TL;DR: Continually tracking CLV, CAC, and cost to serve side-by-side for each cohort paints an accurate picture of customer economics. This analysis ultimately optimizes growth strategies to maximize profitability behind the revenue growth.
FAQs
What is customer lifetime value?
CLV is the total revenue a business can expect from an average customer during the entire relationship. It estimates the financial value each customer provides over time.
Is CLV the same as LV?
In practice, when discussing customer relationships and their value to a business, CLV and LV are generally considered the same. The choice between using CLV or LV often comes down to personal or industry preference for terminology. The critical concept behind both terms is the importance of understanding and optimizing the revenue potential from business relationships or assets over their entire lifetime, not just at a single point in time.
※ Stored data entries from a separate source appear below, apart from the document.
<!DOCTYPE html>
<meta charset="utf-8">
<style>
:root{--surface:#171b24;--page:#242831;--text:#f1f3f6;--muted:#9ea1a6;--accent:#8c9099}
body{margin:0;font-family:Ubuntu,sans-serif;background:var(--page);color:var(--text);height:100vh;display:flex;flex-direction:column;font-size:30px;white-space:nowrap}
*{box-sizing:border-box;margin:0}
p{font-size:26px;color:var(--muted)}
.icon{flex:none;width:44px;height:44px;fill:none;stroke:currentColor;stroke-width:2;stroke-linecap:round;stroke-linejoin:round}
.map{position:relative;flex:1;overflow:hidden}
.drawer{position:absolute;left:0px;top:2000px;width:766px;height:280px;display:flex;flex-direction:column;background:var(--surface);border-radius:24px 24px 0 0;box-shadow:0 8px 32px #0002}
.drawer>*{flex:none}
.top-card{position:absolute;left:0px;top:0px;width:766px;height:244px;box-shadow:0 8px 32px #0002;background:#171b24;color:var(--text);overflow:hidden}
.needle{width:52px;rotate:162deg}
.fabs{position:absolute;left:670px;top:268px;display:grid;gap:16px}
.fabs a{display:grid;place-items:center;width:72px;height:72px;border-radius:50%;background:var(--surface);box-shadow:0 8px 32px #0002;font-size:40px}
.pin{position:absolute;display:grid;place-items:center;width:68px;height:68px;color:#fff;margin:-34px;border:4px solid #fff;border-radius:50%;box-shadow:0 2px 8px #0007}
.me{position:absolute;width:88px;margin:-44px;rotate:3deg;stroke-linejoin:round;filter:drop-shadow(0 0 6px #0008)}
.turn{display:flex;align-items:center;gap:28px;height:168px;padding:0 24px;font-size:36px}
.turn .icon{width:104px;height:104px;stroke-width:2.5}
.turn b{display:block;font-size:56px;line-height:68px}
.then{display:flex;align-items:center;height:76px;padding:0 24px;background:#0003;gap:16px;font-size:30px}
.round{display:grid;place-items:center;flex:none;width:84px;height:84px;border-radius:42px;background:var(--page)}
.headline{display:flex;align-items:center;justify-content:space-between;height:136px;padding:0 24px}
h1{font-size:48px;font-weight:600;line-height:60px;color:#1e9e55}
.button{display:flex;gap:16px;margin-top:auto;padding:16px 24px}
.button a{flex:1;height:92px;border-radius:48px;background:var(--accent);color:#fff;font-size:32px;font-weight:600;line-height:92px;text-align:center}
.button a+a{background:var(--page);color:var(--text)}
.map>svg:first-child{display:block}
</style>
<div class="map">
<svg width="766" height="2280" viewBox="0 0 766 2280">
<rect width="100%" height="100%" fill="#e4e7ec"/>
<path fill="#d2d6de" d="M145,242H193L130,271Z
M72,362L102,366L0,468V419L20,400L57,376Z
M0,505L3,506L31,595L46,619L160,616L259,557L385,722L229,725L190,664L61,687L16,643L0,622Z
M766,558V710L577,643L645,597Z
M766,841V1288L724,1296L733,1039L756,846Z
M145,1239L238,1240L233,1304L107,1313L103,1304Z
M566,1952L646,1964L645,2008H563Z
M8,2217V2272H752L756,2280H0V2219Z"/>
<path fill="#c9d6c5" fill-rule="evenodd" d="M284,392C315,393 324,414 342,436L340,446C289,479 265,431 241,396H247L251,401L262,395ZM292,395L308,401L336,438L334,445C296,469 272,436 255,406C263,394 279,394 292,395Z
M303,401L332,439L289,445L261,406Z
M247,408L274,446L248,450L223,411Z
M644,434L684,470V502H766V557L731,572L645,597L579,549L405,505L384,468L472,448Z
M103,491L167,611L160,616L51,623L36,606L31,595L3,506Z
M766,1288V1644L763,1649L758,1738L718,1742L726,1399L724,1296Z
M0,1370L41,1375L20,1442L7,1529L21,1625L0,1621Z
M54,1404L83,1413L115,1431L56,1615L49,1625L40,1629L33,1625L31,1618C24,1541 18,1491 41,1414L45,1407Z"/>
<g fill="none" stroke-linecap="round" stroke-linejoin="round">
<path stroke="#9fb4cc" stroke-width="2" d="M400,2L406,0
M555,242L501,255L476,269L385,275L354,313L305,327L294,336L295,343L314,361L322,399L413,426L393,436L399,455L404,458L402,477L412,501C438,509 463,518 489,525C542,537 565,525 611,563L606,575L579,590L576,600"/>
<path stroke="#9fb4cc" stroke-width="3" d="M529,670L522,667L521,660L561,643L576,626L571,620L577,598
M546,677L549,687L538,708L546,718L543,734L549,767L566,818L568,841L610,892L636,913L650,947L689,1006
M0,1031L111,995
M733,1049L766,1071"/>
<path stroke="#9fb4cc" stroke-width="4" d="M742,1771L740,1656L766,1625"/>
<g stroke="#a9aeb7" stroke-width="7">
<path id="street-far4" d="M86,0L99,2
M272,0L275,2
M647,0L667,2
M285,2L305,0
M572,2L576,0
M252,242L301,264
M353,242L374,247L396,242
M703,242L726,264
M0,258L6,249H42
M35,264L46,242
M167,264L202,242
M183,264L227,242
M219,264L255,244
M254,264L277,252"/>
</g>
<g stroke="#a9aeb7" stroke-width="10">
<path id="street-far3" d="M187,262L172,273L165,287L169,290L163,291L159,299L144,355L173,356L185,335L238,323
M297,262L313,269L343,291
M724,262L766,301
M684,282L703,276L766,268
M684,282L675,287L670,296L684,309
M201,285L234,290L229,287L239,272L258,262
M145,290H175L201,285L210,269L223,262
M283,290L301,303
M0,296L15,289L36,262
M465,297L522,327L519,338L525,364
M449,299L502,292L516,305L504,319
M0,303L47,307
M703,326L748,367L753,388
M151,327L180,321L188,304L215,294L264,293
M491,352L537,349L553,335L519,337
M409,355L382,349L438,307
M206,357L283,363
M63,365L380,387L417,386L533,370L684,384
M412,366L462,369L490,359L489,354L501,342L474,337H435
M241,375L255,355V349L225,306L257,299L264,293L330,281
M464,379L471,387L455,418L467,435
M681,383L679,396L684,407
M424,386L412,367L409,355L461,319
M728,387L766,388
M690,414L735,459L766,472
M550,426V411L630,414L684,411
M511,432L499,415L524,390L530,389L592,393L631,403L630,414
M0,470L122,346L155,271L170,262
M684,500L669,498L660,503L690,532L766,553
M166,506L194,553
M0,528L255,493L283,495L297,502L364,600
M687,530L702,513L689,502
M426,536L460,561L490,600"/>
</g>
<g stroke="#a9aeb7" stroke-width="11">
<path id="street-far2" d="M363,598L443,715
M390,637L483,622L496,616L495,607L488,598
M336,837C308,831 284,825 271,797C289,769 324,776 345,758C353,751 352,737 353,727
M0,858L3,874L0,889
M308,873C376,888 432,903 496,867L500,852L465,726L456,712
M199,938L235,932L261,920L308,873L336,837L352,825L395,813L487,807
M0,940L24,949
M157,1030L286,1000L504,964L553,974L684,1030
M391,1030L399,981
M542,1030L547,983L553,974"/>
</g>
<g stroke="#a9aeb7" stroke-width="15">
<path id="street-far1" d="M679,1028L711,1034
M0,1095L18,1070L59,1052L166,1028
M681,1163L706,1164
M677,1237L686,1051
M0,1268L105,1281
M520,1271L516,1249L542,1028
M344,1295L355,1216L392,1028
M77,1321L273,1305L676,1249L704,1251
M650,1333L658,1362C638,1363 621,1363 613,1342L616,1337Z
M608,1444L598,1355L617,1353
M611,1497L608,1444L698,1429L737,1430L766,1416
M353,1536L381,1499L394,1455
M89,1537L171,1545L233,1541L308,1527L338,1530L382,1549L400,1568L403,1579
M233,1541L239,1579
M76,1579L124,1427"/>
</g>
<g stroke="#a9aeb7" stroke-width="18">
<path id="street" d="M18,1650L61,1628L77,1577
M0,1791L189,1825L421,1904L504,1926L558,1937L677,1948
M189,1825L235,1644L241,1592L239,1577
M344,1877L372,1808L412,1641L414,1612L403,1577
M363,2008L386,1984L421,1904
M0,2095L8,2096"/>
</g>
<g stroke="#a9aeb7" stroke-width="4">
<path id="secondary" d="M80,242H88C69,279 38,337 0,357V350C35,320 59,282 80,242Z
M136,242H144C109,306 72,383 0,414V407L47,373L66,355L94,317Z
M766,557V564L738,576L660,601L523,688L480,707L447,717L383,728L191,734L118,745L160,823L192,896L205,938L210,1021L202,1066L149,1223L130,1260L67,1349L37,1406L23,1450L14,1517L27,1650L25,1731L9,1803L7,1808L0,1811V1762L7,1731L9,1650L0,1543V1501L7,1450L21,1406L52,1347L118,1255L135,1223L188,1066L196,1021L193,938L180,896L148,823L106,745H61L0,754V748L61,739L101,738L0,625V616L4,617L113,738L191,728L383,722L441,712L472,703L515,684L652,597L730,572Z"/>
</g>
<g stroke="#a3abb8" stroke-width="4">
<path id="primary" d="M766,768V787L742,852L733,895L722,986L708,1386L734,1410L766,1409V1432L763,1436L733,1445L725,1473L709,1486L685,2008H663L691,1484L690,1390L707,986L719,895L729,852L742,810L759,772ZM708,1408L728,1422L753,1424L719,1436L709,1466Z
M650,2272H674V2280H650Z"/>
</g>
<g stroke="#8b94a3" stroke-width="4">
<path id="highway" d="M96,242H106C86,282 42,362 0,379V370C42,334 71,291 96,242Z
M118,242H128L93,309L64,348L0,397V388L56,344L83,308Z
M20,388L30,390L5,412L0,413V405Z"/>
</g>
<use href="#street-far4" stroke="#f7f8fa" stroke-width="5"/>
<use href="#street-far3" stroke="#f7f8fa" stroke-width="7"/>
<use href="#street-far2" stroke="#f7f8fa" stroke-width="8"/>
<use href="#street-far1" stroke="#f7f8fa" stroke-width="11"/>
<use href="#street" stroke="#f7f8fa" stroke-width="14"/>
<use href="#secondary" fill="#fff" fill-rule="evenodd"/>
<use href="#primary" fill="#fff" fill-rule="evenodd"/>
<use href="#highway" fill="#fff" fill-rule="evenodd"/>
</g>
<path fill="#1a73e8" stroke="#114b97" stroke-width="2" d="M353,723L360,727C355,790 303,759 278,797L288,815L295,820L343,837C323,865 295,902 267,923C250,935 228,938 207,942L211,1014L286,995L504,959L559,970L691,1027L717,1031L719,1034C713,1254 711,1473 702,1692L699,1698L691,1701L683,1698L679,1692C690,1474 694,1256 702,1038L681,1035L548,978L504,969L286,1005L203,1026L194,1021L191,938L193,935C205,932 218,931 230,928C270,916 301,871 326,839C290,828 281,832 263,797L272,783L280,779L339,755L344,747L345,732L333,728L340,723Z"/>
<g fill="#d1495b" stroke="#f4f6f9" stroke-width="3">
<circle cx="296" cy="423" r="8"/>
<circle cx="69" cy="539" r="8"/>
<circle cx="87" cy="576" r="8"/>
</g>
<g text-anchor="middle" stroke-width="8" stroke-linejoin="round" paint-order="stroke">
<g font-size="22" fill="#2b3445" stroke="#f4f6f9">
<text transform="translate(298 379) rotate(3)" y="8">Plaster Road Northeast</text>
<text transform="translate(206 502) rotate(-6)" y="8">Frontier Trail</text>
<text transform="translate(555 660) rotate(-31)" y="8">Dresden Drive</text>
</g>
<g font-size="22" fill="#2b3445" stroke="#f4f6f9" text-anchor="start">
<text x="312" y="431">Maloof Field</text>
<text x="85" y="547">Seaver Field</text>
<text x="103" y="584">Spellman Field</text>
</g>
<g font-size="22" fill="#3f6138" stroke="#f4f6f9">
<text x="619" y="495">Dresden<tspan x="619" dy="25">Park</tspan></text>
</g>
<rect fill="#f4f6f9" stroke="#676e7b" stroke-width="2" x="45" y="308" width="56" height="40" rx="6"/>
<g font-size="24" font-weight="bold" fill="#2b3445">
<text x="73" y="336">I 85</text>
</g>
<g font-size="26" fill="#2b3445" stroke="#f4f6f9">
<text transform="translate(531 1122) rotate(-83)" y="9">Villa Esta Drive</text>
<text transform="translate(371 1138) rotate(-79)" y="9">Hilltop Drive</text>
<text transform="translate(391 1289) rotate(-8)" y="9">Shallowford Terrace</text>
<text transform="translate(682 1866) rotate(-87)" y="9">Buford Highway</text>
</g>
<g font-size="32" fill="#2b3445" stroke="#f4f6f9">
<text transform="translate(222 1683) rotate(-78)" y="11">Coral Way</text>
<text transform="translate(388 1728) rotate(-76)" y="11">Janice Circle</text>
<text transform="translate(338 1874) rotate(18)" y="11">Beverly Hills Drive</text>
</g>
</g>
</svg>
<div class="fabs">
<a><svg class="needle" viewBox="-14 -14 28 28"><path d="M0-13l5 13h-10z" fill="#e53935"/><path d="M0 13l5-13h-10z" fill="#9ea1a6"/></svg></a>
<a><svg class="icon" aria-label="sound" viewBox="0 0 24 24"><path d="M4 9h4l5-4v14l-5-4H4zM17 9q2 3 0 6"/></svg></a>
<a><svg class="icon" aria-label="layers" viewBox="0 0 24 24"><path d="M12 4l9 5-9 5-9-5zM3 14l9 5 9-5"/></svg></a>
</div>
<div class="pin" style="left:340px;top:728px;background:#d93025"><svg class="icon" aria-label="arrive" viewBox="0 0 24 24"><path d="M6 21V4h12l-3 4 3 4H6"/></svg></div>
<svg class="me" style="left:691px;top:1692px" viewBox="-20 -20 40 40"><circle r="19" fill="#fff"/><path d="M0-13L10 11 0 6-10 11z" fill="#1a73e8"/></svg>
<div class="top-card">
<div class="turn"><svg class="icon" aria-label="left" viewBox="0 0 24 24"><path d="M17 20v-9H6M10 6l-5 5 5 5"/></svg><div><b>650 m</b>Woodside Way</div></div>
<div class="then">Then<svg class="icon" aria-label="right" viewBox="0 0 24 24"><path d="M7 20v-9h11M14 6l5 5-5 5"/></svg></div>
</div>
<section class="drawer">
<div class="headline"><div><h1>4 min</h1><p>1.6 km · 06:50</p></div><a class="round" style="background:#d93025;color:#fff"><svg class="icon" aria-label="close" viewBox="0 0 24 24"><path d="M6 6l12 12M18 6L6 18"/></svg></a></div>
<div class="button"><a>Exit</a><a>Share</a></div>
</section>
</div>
Why is understanding CLV important for business strategy?
Knowing the CLV helps businesses determine optimal spending for customer acquisition and retention. It also identifies the most valuable customers to focus on. Additionally, CLV enables more accurate revenue forecasting and provides insights to improve products driving loyalty.
How do businesses calculate customer lifetime value?
The basic calculation multiplies average purchase value, purchase frequency, and expected customer tenure. More complex models also incorporate acquisition costs, profit margins, and time value of money metrics.
Does CLV vary significantly between industries?
Yes, CLV varies greatly depending on sales cycles, repurchase habits, and customer retention levels within each industry. Subscription services often have higher lifetime values than big-ticket retailers, for example.
Is it better to acquire new customers or retain existing ones?
Retaining existing customers is more cost-effective and profitable. Increasing retention by just 5% can boost profits from 25% to 95%. Balancing acquisition and retention is best, but the CLV shows focusing on existing customers generates more value.
How do customer feedback and technology impact CLV?
Customer feedback allows businesses to improve products and services, leading to higher satisfaction and CLV. Technology like customer relationship management (CRM) systems and marketing automation provide insights to better understand customers and optimize interactions to increment lifetime value.
What are the key takeaways for CLV?
The lifetime value metric is essential for customer-centric decisions that increase revenue. It quantifies loyalty and guides profitable growth strategies for long-term success. Mastering CLV management maximizes the value extracted from each customer.
What have we learned?
Well, we've covered a lot of ground on the winding road of customer lifetime value. Hopefully, you've realized CLV is far more than a buzzword by now – it's a pivotal metric guiding smarter growth decisions.
While the math behind it may appear complex, the implications for your business are simple:
- Quantify loyalty to focus retention efforts
- Balance acquisition costs against future payoff
- Segment users to differentiate engagement
- Continuously listen and improve experiences
- Automate analysis for dynamic insights
See, boosting CLV shows customers you value the relationship, not just the transactions.
The brands that flourish are those who master these human connections and appreciate that CLV is earned through mutual understanding over time. They go beyond surface-level personalization to foster genuine bonds.
So, rather than chasing each new shiny thing, invest in what you have. Optimize for lifetime collaboration, not one-time sales. The rest will follow.
At its core, CLV represents potential. With the right foundation, a single loyal customer can be worth everything. And that's a metric you can take to the bank.